作中では前回の話から季節が一つ進んで夏。
今回の舞台は能登半島の岬の上に建つ料亭「渟湛(ていたん)」です。
この料亭を営んでいる吉見家には、ある呪いに関する話が一部の者だけに伝わっていました。
その呪いとは、代替わりのたびに必ず多数の死者が出るというもの。
おりしも当主が亡くなり、悲劇の兆候がいくつも現れ始めたため、SPRに依頼が舞い込んできます。
客への被害を抑えるために料亭は閉められ、従業員にも休暇を取ってもらっているため、現在料亭に残っているのは吉見家の家族13人だけ。
そこにSPR一行が調査に赴くことになります。
ということで、『ゴーストハント』シリーズもいよいよ大詰め。
物語が始まって早々にハプニングが発生し、坊さんを筆頭にいつものメンバーが総出でナル抜きで奮闘することになるのがこれまでと大きく異なるところです。

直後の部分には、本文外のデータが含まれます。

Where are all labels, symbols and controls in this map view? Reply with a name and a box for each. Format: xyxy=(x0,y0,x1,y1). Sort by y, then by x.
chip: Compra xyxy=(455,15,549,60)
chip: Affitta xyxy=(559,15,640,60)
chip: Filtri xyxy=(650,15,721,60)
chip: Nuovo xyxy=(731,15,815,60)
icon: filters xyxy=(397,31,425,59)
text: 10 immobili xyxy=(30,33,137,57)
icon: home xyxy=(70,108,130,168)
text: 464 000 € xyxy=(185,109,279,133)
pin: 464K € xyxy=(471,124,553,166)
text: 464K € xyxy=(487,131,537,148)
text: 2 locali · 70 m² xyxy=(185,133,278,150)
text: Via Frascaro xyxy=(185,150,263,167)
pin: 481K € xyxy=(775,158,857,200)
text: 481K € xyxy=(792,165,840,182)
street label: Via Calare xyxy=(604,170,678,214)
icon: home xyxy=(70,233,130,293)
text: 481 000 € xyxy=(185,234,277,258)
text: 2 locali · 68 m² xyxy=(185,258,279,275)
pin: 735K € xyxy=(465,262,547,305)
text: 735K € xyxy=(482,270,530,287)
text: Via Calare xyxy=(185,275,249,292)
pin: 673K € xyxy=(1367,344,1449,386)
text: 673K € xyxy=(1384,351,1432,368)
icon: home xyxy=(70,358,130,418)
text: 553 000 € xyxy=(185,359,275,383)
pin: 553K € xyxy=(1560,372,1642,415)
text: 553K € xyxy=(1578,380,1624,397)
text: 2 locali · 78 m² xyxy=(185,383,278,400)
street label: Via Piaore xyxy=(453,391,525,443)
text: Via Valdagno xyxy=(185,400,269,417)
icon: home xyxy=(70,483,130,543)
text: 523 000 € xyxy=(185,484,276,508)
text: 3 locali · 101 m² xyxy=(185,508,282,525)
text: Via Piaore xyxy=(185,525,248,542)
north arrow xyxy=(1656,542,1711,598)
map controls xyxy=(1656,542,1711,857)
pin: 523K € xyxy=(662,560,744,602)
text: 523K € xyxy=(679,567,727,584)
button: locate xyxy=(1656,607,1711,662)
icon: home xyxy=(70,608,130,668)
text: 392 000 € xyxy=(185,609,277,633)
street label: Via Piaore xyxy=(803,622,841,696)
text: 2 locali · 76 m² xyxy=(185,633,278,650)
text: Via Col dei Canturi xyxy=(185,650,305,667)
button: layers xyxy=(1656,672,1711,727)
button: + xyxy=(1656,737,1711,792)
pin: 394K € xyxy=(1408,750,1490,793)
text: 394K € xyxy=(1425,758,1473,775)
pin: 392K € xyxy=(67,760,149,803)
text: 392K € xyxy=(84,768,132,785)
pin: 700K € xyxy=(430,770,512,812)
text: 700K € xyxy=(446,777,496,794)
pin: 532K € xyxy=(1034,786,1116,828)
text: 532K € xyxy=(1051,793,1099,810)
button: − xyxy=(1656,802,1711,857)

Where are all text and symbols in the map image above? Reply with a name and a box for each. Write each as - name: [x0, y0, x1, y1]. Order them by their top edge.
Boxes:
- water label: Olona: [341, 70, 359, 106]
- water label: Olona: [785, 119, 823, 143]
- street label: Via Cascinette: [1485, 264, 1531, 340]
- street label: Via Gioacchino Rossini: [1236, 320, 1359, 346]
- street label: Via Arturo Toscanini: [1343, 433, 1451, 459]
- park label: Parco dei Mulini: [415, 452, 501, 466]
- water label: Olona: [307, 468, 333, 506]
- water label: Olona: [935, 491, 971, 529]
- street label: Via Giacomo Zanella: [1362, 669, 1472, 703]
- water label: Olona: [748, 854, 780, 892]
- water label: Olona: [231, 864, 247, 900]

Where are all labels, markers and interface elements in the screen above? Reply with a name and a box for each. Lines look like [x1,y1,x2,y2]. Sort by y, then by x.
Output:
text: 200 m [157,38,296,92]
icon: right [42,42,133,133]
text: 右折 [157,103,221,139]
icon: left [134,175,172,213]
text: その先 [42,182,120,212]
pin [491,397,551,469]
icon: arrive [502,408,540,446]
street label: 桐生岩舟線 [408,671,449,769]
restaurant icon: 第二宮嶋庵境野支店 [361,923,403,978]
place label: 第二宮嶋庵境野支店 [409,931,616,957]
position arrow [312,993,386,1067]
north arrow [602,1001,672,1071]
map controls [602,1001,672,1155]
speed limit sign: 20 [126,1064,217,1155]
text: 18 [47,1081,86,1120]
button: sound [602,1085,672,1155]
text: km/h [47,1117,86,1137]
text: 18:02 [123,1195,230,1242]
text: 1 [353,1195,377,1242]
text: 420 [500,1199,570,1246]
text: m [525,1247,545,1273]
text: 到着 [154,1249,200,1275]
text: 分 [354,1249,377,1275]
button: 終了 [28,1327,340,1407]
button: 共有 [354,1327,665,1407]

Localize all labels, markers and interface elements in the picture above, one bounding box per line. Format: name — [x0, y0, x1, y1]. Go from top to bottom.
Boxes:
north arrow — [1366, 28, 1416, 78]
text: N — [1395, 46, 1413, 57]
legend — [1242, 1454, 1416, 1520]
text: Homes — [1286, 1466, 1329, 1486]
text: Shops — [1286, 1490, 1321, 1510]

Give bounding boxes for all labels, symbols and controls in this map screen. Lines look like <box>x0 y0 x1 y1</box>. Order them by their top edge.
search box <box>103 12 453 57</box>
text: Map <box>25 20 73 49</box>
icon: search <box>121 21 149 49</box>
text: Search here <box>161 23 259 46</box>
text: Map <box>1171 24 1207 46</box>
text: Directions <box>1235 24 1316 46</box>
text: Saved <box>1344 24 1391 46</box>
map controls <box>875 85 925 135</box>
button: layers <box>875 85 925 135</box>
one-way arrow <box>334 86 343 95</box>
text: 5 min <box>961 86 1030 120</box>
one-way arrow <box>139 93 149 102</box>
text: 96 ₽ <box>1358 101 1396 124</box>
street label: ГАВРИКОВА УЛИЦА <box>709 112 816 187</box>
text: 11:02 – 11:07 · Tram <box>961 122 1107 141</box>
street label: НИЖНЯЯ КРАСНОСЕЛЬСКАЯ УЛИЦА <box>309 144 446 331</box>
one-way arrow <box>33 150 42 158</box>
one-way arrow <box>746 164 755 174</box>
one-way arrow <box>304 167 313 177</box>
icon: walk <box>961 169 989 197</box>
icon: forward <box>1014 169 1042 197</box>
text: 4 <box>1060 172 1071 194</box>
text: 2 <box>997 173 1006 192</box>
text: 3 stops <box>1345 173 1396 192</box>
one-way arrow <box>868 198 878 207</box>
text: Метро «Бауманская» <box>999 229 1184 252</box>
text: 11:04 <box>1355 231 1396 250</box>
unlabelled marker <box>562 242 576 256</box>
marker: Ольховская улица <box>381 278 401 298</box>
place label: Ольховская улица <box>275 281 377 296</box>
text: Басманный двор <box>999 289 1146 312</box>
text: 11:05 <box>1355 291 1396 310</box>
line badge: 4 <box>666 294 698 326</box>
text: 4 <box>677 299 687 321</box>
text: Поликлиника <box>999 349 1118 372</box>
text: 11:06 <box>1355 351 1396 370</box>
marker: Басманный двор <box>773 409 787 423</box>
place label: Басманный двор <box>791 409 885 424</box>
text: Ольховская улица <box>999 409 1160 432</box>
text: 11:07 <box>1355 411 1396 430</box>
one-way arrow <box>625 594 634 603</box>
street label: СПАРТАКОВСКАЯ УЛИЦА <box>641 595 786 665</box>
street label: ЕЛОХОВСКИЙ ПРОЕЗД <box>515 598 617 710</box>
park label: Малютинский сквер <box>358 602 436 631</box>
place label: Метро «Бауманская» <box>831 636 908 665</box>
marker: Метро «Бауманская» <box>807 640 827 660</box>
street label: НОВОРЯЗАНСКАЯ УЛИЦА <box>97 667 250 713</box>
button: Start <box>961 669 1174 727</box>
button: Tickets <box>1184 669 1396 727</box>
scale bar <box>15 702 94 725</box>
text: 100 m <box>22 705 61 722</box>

彼らが困難に負けずに一歩一歩真実に近づいていく様子が丹念に描写されています。
もちろん待ちに待った綾子の活躍もあり。
ページ数は434ページ。
内容的には、コミックス第8巻と第9巻、アニメ版DVD Vol.10&11に収録されている「呪いの家」に相当する話です。
そして今回もコミックスやアニメ版では描かれなかった、小説版ならではの配慮がありました。
一番感心させられたのは、再生の儀式を繰り返す魂について麻衣が疑問を抱く場面です。
洞窟に打ち寄せられる魂は何のために再生の儀式をして何に生まれ変わろうとしてるのか、そしてなぜ麻衣たちを襲撃したのか?
この疑問はコミックス&アニメでは触れられなかったもので、自分も特に意識していませんでした。
でも、この疑問を麻衣に抱かせることで(そしてその答えを読者に明確に意識させることで)、おこぶさまの不気味さが格段に増すことに。
本編373ページに記述されている1ページにも満たない記述ですが、これを読んだときはゾクッときてしまいました。
結末は知っていたので、最後の締めでの驚きはありませんでしたが、ここに至っても小説版ならではの満足感は健在でした。
第7巻(最終巻)は『扉を開けて』。
2011年11月刊行予定です。
ついにすべての謎が解明されます。